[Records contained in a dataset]
________________________________________

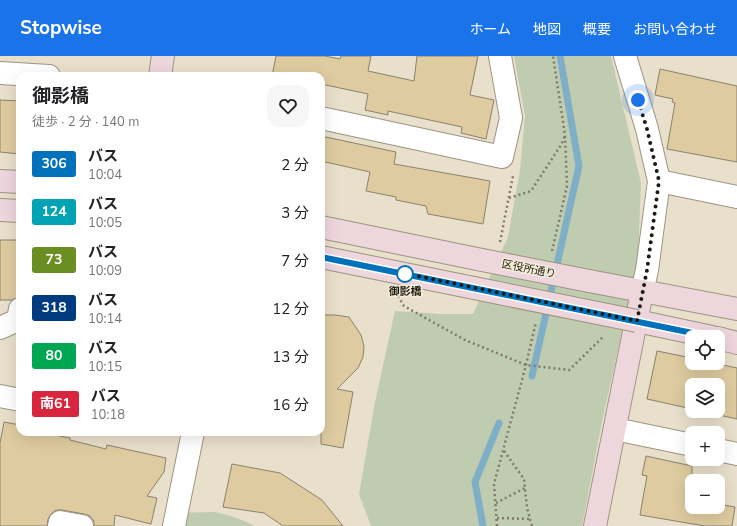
<!DOCTYPE html>
<html lang="ja">
<head>
<meta charset="utf-8">
<style>
	:root { --surface:#fff; --page:#f6f6f6; --text:#202124; --muted:#757577; --accent:#1a73e8 }
	body { margin:0; font-family:"Nunito Sans","Noto Sans JP",sans-serif; background:var(--page); color:var(--text); height:100vh; display:flex; flex-direction:column; font-size:15px; white-space:nowrap }
	* { box-sizing:border-box; margin:0 }
	p { font-size:13px; color:var(--muted) }
	.icon { flex:none; width:22px; height:22px; fill:none; stroke:currentColor; stroke-width:2; stroke-linecap:round; stroke-linejoin:round }
	.map { position:relative; flex:1; overflow:hidden }
	.details { position:absolute; left:16px; top:16px; width:309px; height:364px; display:flex; flex-direction:column; background:var(--surface); border-radius:12px; box-shadow:0 4px 16px #0002 }
	.details>* { flex:none }
	.badge { padding:0 8px; border-radius:3px; font-size:14px; line-height:26px }
	.buttons { position:absolute; left:685px; top:274px; display:grid; gap:8px }
	.buttons a { display:grid; place-items:center; width:40px; height:40px; border-radius:8px; background:var(--surface); box-shadow:0 4px 16px #0002; font-size:20px }
	.you { position:absolute; width:20px; height:20px; margin:-10px; border:3px solid #fff; border-radius:50%; background:#1a73e8; box-shadow:0 0 0 6px #1a73e833 }
	.map>.badge { position:absolute; translate:-50% -50%; box-shadow:0 0 0 2px #fff }
	.round { display:grid; place-items:center; flex:none; width:42px; height:42px; border-radius:12px; background:var(--page) }
	.headline { display:flex; align-items:center; justify-content:space-between; height:68px; padding:0 16px }
	h1 { font-size:19px; font-weight:700; line-height:30px }
	ul { padding:0; list-style:none }
	li { display:flex; align-items:center; gap:12px; height:48px; padding:0 16px }
	li div { flex:1 }
	li b { display:block; font-size:15px }
	li em { font-style:normal }
	li .badge { min-width:44px; font-weight:700; text-align:center }
	header { display:flex; align-items:center; gap:24px; box-sizing:border-box; height:56px; padding:0 20px; background:var(--accent); color:#fff }
	header strong { font-size:19px }
	nav { display:flex; gap:22px; margin-inline-start:auto; font-size:14px }
	.map>svg:first-child { display:block }
	.green { fill:#bfccaf }
	.lines { fill:none; stroke-linecap:round; stroke-linejoin:round }
	.stream { stroke:#7fafc6; stroke-width:7 }
	.building { fill:#decba0; stroke:#8a826f }
	.street-casing { stroke:#9d9482; stroke-width:24 }
	.secondary-casing { stroke:#9d9482; stroke-width:24 }
	.path { stroke:#807a6c; stroke-width:2.5; stroke-dasharray:2 3; stroke-linecap:butt }
	.street { stroke:#fff; stroke-width:22 }
	.secondary { stroke:#eed6dd; stroke-width:22 }
	.secondary-bridge-casing { stroke:#9d9482; stroke-width:24; stroke-linecap:butt }
	.secondary-bridge { stroke:#eed6dd; stroke-width:22 }
	.line-casing { stroke:#fff; stroke-width:9 }
	.line { stroke:#0072bc; stroke-width:6 }
	.walk { stroke:#1d1a12; stroke-width:4; stroke-dasharray:0 7.2 }
	.stop-dot { fill:#fff; stroke:#0072bc; stroke-width:2 }
	.labels { text-anchor:middle; dominant-baseline:central; stroke-width:3; stroke-linejoin:round; paint-order:stroke }
	.street-label { font-size:11px; fill:#1d1a12; stroke:#f6edd8 }
	.stop-label { font-size:11px; font-weight:bold; fill:#1d1a12; stroke:#f6edd8 }
</style>
</head>
<body>
<header>
<strong>Stopwise</strong>
<nav><a>ホーム</a><a>地図</a><a>概要</a><a>お問い合わせ</a></nav>
</header>
<div class="map">
<svg width="737" height="470" viewBox="0 0 737 470">
	<rect width="100%" height="100%" fill="#e9e0cb"/>
	<!-- green -->
	<g class="green">
		<path d="M514,0h97l30,127 -3,75 -36,164 -20,104h-211l-12,-32 16,-92 20,-91 45,3h33l35,-77 12,-67 5,-54z"/>
		<path d="M183,456c10,1 19,0 29,0 9,0 35,9 42,14h-74z"/>
	</g>
	<g class="lines">
		<!-- stream -->
		<g class="stream">
			<path d="M532,320l47,-210 -19,-110"/>
			<path d="M483,470l-8,-44 24,-59"/>
		</g>
	</g>
	<!-- building -->
	<g class="building">
		<path d="M276,0h49l15,3 1,-3h30l-3,15 46,10 3,-25h61l-8,39 24,5 -8,39 -25,-6 1,-6 -74,-16v4l-23,-5 3,-16 -47,-10v-8h-49z"/>
		<path d="M660,13l77,17v76l-70,-13 8,-46 -3,-1 1,-3 -18,-4z"/>
		<path d="M0,44l20,1v53l-20,-2z"/>
		<path d="M321,80l75,16 -2,12 96,17 -7,43 -55,-10 -2,-8 -30,-6v-3l-30,-6 4,-19 -49,-11z"/>
		<path d="M0,184h20v57l-8,3h-12z"/>
		<path d="M321,259h14l14,2 12,18 3,11 -1,11 -5,11 -21,21 16,3 -10,56 -22,-4z"/>
		<path d="M657,295l35,7v5h22l23,5v51l-36,-8h17v-26h-26v24l-45,-10z"/>
		<path d="M4,366l16,3v7h19l31,6v2l36,9 1,-4 59,13 -2,14 -17,24 10,2 -6,26 -36,-9 -1,11h-20v-5l-4,-5 -6,-2 -22,-4h-6l-5,4 -3,5 -1,7h-47v-83z"/>
		<path d="M646,400l46,10v41h26v-3l17,3 -3,19h-27l-65,-11 7,-39 -5,-1z"/>
		<path d="M232,408l48,9 42,27 21,26h-60l-19,-13 -41,-6z"/>
	</g>
	<g class="lines">
		<defs>
			<g id="street">
				<path d="M625,0l22,73 12,52 -12,89 -5,22"/>
				<path d="M0,17l49,3"/>
				<path d="M321,62l181,39 9,-39 -11,-62"/>
				<path d="M659,125l78,16"/>
				<path d="M0,272l18,-8 2,-11"/>
				<path d="M0,340l20,4"/>
				<path d="M615,373l77,16"/>
				<path d="M718,394l19,4"/>
				<path d="M59,470l1,-4 22,4"/>
				<path d="M174,470l19,-94h-1"/>
			</g>
			<g id="secondary">
				<path d="M160,20l3,-20"/>
				<path d="M0,125l20,1"/>
				<path d="M0,154l20,1"/>
				<path d="M321,171l161,33"/>
				<path d="M321,201l153,31"/>
				<path d="M589,225l148,28"/>
				<path d="M637,265l75,16"/>
				<path d="M718,282l19,5"/>
				<path d="M595,470l47,-234"/>
			</g>
		</defs>
		<!-- street casing -->
		<use href="#street" class="street-casing"/>
		<!-- secondary casing -->
		<use href="#secondary" class="secondary-casing"/>
		<!-- path -->
		<g class="path">
			<path d="M509,142l22,-7 30,-46 4,-9"/>
			<path d="M500,186l13,-66"/>
			<path d="M552,195l15,-65 -2,-51 -12,-79"/>
			<path d="M398,240l6,10 61,34 61,25 43,5 34,-33"/>
			<path d="M504,395l20,28 3,29 5,18"/>
			<path d="M496,447l29,-15"/>
			<path d="M497,462l33,1"/>
			<path d="M497,470l-3,-42 32,-119 10,-43"/>
		</g>
		<!-- street -->
		<use href="#street" class="street"/>
		<!-- secondary -->
		<use href="#secondary" class="secondary"/>
		<defs>
			<g id="secondary-bridge">
				<path d="M482,204l107,21"/>
				<path d="M474,232l163,33"/>
			</g>
		</defs>
		<!-- secondary-bridge casing -->
		<use href="#secondary-bridge" class="secondary-bridge-casing"/>
		<!-- secondary-bridge -->
		<use href="#secondary-bridge" class="secondary-bridge"/>
	</g>
	<g class="lines">
		<defs>
			<path id="line" d="M321,201l391,80"/>
		</defs>
		<!-- line casing -->
		<use href="#line" class="line-casing"/>
		<!-- line -->
		<use href="#line" class="line"/>
		<!-- walk -->
		<path class="walk" d="M405,218l-7,-2 239,49 10,-51 12,-89 -12,-52 -9,-29"/>
	</g>
	<!-- markers -->
	<circle class="stop-dot" cx="405" cy="218" r="8"/>
	<g class="labels">
		<!-- street labels -->
		<g class="street-label">
			<text transform="translate(529 213) rotate(11)">区役所通り</text>
		</g>
		<!-- stop labels -->
		<g class="stop-label">
			<text x="405" y="235">御影橋</text>
		</g>
	</g>
</svg>
<div class="buttons">
<a><svg class="icon" aria-label="locate" viewBox="0 0 24 24"><circle cx="12" cy="12" r="6"/><path d="M12 2v4M12 18v4M2 12h4M18 12h4"/></svg></a>
<a><svg class="icon" aria-label="layers" viewBox="0 0 24 24"><path d="M12 4l9 5-9 5-9-5zM3 14l9 5 9-5"/></svg></a>
<a>+</a>
<a>−</a>
</div>
<div class="you" style="left:638px;top:44px"></div>
<section class="details">
<div class="headline"><div><h1>御影橋</h1><p>徒歩 · 2 分 · 140 m</p></div><a class="round"><svg class="icon" aria-label="heart" viewBox="0 0 24 24"><path d="M12 20l-8-8c-3-5 5-10 8-4 3-6 11-1 8 4z"/></svg></a></div>
<ul>
<li><span class="badge" style="background:#0072bc;color:#fff">306</span><div><b>バス</b><p>10:04</p></div><em>2 分</em></li>
<li><span class="badge" style="background:#00a3b4;color:#fff">124</span><div><b>バス</b><p>10:05</p></div><em>3 分</em></li>
<li><span class="badge" style="background:#6b8e23;color:#fff">73</span><div><b>バス</b><p>10:09</p></div><em>7 分</em></li>
<li><span class="badge" style="background:#003b80;color:#fff">318</span><div><b>バス</b><p>10:14</p></div><em>12 分</em></li>
<li><span class="badge" style="background:#00a651;color:#fff">80</span><div><b>バス</b><p>10:15</p></div><em>13 分</em></li>
<li><span class="badge" style="background:#d7263d;color:#fff">南61</span><div><b>バス</b><p>10:18</p></div><em>16 分</em></li>
</ul>
</section>
</div>
</body>
</html>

________________________________________

What the task asks: If a line in the records contains the string "surface", include it in the count; report that count alone.

Task response: 3